The study demonstrates a causal role for gut microbiota in HM diet-induced hyperhomocysteinemia and glucose intolerance. While the liver is central to methionine/homocysteine metabolism, the gastrointestinal tract emerges as a significant net producer of Hcy, and its resident microbiota contribute to circulating Hcy under HM conditions. Antibiotic-mediated microbiota ablation reduced plasma and intestinal epithelial Hcy without altering plasma methionine, indicating that microbes utilize methionine to produce Hcy that is then exported to the host. Hepatic expression and activity of core Hcy-handling enzymes were largely unaffected by microbiota depletion in HM-fed mice, suggesting the primary effect occurs within the gut ecosystem rather than through hepatic enzyme modulation. The HM diet reshaped the gut microbiota, enriching Erysipelotrichaceae members (Faecalibaculum, Dubosiella) that correlated with both plasma Hcy and bacterial genes (CGS, CCBL) implicated in homocysteine biosynthesis in the de novo methionine pathway. Direct LC-MS detection of Hcy in D. newyorkensis culture supports microbial Hcy production. Functionally, increased microbial cysteine/methionine metabolism aligns with elevated microbial Hcy production. Microbiota depletion improved glucose tolerance under HM, likely secondary to reduced plasma Hcy, consistent with prior links between HHcy and impaired glucose handling. These findings highlight the gut microbiota as a modifiable source of Hcy influencing systemic metabolic phenotypes.
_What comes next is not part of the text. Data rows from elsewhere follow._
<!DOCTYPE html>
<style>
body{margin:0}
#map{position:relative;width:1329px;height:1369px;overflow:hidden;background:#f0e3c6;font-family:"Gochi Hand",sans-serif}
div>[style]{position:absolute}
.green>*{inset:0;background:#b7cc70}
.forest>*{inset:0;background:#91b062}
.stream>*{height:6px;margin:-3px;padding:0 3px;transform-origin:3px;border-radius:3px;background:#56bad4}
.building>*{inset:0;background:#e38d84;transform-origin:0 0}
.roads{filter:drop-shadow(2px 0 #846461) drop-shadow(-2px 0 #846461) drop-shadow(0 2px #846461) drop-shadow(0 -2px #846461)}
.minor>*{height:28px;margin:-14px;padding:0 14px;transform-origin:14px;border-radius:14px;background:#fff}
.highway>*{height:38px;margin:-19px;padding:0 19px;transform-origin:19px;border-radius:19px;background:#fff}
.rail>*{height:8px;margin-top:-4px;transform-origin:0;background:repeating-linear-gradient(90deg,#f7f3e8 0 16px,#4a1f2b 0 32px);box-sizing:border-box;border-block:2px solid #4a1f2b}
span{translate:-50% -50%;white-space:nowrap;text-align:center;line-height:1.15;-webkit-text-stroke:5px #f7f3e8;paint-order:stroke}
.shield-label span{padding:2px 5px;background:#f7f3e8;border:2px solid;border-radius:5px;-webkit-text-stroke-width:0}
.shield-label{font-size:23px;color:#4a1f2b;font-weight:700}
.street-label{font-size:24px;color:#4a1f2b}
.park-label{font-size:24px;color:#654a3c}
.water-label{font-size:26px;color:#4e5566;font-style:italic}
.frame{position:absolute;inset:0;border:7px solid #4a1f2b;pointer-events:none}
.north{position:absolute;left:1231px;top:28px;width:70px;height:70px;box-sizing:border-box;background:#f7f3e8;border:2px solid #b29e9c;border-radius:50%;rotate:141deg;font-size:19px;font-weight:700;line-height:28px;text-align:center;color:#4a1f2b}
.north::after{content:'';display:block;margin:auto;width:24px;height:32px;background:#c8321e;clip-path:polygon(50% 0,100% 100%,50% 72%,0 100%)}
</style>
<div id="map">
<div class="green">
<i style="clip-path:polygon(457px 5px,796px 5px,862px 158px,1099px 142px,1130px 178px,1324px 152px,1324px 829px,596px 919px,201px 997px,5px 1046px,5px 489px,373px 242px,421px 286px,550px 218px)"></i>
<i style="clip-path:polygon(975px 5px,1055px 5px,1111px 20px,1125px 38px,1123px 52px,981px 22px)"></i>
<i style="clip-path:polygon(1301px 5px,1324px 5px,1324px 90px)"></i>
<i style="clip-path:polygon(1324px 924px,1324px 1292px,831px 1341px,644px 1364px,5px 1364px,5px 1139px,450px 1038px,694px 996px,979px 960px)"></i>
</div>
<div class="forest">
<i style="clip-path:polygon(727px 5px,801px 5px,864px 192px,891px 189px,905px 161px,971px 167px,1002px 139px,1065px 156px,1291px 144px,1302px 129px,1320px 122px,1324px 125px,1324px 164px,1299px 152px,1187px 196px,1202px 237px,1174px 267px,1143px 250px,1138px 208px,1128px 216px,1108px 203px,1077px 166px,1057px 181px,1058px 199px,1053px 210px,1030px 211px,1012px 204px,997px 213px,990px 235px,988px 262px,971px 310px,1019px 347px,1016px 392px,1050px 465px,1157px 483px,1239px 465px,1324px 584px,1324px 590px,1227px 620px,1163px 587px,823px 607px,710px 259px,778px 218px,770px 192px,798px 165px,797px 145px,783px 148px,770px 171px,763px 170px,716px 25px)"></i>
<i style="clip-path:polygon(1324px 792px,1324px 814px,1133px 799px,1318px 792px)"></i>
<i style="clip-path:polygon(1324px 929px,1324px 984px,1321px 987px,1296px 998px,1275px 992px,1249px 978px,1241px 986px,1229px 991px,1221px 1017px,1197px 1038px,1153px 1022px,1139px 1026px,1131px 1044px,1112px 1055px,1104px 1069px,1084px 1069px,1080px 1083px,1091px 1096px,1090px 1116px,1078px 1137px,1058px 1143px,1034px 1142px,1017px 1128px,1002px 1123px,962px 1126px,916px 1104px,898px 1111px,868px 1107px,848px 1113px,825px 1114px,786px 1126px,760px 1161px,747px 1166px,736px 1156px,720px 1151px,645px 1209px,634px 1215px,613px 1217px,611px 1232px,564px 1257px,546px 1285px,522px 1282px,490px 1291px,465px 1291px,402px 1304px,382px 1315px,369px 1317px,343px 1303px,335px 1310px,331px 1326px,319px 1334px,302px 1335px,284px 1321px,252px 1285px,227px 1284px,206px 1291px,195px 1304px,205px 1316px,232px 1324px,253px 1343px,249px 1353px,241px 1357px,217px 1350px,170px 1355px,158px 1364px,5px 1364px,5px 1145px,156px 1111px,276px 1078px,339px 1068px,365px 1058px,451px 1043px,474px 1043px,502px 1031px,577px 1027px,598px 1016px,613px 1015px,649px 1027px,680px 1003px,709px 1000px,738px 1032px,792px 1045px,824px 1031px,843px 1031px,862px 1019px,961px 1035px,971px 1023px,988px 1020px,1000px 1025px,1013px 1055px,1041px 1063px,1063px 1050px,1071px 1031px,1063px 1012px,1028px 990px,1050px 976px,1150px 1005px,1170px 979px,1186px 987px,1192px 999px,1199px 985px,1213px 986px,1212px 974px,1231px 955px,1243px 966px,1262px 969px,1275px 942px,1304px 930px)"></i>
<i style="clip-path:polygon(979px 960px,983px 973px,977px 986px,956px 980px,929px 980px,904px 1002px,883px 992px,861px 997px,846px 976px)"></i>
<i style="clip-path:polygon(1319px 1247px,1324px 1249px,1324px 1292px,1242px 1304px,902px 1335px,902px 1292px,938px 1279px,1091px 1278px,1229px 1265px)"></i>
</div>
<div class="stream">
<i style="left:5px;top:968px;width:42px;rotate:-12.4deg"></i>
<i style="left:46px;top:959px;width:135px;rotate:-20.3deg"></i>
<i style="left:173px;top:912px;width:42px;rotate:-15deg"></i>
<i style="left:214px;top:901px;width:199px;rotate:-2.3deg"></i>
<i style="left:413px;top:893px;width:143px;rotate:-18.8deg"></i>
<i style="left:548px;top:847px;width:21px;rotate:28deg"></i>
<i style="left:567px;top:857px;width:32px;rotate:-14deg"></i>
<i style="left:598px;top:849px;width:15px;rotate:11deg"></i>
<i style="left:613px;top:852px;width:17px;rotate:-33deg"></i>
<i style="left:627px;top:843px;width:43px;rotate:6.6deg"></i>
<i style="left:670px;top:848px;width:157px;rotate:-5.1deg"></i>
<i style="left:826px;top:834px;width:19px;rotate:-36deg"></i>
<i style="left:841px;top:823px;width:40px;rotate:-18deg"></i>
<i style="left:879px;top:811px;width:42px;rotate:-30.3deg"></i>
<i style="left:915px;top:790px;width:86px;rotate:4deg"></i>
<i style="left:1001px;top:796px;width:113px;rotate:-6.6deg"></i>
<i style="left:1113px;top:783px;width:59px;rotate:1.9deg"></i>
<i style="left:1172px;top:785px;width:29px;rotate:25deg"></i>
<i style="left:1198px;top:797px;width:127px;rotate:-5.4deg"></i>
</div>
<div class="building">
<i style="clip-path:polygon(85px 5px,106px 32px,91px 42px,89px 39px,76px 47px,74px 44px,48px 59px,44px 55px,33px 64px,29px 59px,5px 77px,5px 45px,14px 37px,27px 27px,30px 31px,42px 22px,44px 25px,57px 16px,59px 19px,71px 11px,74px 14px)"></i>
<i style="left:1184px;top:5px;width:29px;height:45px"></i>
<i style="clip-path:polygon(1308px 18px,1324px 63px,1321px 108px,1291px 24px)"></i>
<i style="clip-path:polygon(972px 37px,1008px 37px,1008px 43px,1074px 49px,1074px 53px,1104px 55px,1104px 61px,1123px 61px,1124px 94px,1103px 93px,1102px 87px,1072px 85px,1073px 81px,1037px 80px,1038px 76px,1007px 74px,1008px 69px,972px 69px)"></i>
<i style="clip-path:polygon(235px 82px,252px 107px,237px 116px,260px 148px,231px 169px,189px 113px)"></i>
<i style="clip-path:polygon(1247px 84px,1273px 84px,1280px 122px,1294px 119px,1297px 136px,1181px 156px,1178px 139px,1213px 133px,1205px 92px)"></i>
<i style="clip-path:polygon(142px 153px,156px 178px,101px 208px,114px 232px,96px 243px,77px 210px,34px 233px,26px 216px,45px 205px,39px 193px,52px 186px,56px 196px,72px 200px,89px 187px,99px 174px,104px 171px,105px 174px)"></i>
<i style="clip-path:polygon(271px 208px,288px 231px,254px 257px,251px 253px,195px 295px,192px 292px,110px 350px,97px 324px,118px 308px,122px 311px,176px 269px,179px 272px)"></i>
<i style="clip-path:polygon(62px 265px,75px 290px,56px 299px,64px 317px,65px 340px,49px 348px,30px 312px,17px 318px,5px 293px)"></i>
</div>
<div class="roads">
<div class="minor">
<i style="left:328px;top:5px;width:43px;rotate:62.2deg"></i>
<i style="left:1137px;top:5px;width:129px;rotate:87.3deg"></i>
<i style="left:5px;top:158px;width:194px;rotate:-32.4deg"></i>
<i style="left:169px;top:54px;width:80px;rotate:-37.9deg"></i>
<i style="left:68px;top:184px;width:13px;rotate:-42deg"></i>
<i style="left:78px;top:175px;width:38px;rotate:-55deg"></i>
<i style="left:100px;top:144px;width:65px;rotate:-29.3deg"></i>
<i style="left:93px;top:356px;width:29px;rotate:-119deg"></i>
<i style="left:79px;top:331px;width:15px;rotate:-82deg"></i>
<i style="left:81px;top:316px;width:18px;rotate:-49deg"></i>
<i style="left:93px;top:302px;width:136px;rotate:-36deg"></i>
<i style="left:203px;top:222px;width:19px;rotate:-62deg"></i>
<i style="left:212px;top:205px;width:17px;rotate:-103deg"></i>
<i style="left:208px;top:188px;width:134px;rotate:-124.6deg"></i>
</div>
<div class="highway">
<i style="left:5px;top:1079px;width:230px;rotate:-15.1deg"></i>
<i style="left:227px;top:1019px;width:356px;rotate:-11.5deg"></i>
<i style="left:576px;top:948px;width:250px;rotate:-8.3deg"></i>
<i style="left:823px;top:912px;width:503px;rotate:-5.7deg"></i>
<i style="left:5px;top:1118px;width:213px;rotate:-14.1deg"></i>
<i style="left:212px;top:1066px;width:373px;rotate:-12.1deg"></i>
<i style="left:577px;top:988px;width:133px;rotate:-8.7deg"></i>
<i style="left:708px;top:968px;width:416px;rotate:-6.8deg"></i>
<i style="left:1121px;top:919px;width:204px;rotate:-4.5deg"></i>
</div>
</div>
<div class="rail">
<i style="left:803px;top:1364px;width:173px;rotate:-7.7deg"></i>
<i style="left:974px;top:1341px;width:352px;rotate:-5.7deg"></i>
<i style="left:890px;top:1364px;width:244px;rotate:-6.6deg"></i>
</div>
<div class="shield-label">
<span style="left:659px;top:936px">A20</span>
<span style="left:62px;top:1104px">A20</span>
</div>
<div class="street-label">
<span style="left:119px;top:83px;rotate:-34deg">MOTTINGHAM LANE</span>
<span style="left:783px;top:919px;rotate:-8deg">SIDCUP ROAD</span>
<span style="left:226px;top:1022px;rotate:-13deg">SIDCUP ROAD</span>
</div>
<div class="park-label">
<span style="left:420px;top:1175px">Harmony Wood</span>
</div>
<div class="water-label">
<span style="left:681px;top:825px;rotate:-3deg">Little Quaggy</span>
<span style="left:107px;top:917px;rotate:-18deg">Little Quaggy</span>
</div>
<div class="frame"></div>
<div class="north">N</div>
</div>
Gut microbiota are necessary for the full development of HM diet-induced hyperhomocysteinemia and associated glucose intolerance in mice. An HM diet reshapes the microbiota, enriching taxa (Faecalibaculum, Dubosiella) and functional capacities (CGS/CCBL-related KOs) that likely drive microbial homocysteine production and secretion. Ablation of gut microbes reduces plasma and intestinal Hcy and improves glucose tolerance without major changes in hepatic Hcy metabolism, positioning the intestine-microbiota axis as a therapeutic target. Future work should include mechanistic studies using microbial genetic perturbation (e.g., CGS/CCBL mutants), gnotobiotic models to establish causality of specific taxa, and clinical investigations to determine whether similar microbial and functional shifts occur in patients with HHcy and whether microbiota-targeted interventions can lower plasma Hcy.
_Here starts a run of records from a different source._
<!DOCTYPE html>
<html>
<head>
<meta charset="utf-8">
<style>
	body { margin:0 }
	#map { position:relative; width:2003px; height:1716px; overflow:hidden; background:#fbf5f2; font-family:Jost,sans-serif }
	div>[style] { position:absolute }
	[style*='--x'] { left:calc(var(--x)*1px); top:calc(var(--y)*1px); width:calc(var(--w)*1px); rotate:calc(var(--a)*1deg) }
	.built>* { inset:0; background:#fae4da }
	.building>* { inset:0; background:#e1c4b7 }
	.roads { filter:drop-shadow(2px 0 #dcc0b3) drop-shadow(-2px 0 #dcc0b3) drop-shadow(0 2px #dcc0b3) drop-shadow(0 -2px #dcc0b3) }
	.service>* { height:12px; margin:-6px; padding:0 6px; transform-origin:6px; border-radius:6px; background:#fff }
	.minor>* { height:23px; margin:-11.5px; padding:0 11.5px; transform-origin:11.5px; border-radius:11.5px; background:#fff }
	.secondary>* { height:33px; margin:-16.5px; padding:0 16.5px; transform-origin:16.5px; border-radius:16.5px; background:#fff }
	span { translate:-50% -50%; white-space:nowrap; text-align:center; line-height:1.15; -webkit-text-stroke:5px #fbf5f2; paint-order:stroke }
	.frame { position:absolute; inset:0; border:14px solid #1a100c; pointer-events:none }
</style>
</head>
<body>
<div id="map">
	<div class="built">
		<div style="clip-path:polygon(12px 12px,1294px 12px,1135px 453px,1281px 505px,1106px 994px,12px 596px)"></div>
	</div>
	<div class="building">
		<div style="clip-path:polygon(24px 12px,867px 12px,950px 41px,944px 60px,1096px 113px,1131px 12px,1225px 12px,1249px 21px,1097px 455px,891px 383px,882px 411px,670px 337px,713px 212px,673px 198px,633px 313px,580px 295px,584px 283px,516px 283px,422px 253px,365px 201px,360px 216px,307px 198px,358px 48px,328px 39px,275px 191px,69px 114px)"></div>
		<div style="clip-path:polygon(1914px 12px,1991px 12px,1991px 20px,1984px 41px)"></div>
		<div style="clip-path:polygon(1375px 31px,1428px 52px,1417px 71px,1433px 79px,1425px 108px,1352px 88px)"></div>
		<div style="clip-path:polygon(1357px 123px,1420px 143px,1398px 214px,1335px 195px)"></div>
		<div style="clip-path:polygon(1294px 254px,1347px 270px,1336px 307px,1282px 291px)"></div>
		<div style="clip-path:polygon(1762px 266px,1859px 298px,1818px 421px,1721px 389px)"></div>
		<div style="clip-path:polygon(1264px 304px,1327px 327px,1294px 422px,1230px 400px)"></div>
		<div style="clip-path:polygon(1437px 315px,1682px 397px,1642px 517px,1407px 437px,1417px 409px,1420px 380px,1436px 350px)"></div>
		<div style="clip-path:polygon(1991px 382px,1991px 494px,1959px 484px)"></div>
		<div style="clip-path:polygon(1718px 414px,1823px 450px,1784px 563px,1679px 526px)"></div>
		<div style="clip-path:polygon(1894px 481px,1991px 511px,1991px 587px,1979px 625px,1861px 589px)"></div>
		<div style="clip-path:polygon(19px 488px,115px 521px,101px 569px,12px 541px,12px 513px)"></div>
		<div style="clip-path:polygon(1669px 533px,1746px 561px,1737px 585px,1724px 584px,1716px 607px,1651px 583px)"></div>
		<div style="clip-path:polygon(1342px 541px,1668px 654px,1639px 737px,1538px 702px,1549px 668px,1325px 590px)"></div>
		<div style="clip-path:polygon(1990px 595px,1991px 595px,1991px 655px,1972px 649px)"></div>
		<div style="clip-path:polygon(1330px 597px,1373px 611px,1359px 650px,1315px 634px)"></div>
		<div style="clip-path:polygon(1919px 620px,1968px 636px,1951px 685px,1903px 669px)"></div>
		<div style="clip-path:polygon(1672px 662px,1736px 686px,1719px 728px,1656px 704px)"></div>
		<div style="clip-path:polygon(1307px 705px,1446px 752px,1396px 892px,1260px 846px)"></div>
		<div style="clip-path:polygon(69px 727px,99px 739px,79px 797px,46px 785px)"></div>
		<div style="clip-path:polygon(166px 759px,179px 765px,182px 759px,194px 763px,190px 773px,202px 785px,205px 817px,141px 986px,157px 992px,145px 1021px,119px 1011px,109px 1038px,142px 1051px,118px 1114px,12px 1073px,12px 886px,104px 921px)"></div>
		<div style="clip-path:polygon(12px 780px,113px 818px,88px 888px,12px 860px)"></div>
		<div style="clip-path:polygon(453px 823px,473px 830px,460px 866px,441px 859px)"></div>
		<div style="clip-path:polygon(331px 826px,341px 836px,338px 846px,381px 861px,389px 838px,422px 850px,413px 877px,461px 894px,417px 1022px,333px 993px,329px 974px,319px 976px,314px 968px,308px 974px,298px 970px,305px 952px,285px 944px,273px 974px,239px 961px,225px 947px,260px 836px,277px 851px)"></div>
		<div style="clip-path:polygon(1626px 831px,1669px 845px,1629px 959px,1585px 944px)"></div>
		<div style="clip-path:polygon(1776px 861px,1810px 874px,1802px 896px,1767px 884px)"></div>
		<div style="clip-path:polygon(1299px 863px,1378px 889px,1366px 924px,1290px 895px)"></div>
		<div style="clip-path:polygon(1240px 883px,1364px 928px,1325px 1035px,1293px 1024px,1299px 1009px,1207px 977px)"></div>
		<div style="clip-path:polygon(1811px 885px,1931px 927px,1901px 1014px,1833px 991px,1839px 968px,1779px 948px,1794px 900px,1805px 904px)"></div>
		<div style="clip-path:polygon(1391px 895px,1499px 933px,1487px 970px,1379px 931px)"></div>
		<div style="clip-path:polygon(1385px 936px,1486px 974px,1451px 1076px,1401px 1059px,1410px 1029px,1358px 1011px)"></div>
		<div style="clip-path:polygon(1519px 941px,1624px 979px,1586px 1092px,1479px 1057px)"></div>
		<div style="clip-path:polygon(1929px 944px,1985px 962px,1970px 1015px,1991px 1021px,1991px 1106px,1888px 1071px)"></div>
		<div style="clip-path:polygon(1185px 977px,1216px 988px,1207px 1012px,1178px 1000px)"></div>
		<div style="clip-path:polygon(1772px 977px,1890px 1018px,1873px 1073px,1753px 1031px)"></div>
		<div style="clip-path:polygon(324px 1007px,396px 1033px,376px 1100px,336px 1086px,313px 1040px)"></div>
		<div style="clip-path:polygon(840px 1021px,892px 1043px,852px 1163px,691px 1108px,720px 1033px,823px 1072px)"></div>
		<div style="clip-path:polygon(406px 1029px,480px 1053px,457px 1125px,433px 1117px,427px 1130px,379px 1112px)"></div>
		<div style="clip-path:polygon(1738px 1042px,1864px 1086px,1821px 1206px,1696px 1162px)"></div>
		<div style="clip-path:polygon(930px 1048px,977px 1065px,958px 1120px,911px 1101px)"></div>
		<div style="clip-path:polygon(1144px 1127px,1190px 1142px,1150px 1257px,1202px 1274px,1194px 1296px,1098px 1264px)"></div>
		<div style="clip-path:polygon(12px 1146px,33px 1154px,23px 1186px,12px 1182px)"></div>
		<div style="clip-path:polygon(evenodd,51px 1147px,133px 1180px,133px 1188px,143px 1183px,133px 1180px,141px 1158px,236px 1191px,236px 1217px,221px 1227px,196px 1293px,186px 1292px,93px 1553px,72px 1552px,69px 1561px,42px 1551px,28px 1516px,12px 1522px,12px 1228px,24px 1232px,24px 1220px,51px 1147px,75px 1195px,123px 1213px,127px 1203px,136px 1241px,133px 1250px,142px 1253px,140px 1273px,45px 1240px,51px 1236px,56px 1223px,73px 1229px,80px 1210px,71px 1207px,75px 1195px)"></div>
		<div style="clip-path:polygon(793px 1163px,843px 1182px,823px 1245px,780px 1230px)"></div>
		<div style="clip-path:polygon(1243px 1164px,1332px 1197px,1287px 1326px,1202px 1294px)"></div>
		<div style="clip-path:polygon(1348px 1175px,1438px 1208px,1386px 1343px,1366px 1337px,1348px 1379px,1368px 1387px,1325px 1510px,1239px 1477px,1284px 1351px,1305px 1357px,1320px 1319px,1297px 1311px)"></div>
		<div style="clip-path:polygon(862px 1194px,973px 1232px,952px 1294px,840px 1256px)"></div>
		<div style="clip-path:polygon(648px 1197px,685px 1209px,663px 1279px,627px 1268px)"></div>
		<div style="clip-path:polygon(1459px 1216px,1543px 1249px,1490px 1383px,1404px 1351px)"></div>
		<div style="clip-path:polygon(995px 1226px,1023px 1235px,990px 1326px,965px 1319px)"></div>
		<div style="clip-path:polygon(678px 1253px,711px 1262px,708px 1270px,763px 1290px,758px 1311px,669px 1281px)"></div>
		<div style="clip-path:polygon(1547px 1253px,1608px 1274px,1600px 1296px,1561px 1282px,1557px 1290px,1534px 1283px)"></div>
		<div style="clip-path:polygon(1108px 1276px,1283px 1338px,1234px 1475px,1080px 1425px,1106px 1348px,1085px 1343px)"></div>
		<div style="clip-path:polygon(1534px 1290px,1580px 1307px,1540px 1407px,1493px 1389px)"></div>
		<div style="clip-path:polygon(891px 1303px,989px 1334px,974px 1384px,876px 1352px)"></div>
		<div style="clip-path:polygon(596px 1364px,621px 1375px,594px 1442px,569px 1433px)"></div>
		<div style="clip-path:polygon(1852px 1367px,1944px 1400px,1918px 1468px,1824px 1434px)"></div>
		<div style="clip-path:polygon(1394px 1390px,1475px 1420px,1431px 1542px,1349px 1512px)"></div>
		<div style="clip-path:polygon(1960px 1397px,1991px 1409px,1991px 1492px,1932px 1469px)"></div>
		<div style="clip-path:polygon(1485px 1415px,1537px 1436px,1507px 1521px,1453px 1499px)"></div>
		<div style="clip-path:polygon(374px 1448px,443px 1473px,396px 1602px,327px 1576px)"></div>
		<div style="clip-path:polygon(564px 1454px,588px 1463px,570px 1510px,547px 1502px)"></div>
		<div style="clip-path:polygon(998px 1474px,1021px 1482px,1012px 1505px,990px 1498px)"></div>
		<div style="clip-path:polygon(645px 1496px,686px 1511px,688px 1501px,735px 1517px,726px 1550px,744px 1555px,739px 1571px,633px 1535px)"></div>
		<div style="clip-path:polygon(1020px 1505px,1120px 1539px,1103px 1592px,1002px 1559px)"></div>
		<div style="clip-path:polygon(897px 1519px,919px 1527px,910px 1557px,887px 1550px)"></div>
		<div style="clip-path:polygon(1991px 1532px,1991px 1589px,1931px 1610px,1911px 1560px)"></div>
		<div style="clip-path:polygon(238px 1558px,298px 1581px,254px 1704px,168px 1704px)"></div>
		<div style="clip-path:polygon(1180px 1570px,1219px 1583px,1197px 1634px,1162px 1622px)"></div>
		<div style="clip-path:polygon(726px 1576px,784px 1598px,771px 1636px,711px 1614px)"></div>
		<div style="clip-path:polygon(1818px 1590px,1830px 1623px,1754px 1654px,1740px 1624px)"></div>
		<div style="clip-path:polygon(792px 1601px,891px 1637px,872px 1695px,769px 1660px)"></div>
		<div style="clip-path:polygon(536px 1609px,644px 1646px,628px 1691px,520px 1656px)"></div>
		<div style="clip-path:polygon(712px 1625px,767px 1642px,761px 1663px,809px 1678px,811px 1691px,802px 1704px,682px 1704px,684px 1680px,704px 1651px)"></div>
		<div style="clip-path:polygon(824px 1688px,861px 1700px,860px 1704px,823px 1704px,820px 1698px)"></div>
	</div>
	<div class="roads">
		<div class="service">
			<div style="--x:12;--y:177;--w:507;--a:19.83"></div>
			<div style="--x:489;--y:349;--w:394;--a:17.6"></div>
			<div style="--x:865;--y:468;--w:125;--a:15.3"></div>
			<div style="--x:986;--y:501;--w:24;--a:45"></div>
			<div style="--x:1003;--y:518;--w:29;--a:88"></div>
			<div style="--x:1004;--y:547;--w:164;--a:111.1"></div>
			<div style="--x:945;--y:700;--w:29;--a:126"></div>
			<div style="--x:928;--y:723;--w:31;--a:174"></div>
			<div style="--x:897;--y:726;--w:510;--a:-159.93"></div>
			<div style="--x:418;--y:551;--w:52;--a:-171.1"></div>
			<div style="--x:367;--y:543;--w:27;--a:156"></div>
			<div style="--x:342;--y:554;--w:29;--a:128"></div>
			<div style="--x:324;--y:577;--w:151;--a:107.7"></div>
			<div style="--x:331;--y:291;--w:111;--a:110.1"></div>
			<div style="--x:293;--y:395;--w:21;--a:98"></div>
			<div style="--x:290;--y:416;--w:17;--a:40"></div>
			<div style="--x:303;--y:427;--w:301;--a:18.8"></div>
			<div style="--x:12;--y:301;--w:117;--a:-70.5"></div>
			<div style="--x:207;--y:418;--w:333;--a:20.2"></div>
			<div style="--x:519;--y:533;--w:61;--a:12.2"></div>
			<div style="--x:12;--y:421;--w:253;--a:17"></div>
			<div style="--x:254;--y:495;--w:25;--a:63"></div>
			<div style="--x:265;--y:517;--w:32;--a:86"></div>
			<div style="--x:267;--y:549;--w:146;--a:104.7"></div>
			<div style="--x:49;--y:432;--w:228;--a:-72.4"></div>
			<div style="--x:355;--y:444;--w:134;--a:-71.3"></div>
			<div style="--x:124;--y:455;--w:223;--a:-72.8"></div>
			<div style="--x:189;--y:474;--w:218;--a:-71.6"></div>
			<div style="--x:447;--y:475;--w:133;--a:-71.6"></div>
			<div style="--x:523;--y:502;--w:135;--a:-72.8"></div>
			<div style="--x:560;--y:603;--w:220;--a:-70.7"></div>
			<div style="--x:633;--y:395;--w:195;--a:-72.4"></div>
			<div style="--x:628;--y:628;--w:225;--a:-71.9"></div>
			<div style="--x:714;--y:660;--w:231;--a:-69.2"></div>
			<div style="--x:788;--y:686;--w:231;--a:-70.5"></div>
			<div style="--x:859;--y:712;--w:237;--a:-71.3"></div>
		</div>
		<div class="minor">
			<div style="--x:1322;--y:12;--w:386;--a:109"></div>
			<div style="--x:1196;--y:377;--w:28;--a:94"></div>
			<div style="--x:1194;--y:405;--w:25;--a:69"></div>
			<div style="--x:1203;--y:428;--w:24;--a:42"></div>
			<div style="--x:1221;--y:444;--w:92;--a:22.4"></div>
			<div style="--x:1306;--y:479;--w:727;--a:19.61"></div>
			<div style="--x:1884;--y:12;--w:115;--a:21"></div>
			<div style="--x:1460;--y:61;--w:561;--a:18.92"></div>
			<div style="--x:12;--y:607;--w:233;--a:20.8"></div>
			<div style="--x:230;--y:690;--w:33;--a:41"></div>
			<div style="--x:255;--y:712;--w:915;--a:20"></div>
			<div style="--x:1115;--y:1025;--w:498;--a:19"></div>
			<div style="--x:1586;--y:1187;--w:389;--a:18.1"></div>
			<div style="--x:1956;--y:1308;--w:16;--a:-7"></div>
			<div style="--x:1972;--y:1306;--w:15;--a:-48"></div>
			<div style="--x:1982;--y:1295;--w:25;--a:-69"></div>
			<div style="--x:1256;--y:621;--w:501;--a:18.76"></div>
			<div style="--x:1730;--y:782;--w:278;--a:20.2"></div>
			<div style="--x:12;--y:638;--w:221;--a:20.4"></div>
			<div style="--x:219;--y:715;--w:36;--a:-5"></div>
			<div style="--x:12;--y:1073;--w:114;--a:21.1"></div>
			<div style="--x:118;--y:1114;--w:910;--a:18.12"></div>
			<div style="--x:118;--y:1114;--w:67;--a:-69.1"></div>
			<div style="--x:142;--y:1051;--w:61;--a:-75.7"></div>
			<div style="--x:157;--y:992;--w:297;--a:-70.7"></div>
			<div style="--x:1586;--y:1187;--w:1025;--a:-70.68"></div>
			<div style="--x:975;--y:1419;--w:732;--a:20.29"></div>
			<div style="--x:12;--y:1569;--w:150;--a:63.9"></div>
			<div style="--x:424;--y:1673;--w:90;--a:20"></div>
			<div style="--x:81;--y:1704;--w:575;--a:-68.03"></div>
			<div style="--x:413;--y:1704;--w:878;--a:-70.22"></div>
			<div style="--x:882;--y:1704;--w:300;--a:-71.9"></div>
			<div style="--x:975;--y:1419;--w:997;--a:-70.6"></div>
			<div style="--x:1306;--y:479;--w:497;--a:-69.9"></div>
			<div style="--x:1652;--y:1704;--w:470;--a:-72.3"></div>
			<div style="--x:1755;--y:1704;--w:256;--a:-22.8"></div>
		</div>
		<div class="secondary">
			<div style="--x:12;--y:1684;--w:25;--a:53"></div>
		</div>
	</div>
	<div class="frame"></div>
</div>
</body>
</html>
- Clinical translation is limited: no human cohort data were provided to confirm microbiota compositional/functional changes in HHcy patients. - Mechanistic attribution to specific enzymes/taxa remains correlative; CGS/CCBL roles were inferred and require validation using bacterial mutants and colonization studies. - Antibiotic treatment can have off-target effects on host physiology and gut barrier/mucus, as evidenced by colonic structural alterations in HM+ABX mice; these effects may confound interpretations. - Sample sizes were modest (generally n=6 per group), potentially limiting detection of smaller effects. - Only male mice were studied; sex-specific effects were not assessed. - Duration was 4 weeks; longer-term effects and reversibility were not evaluated.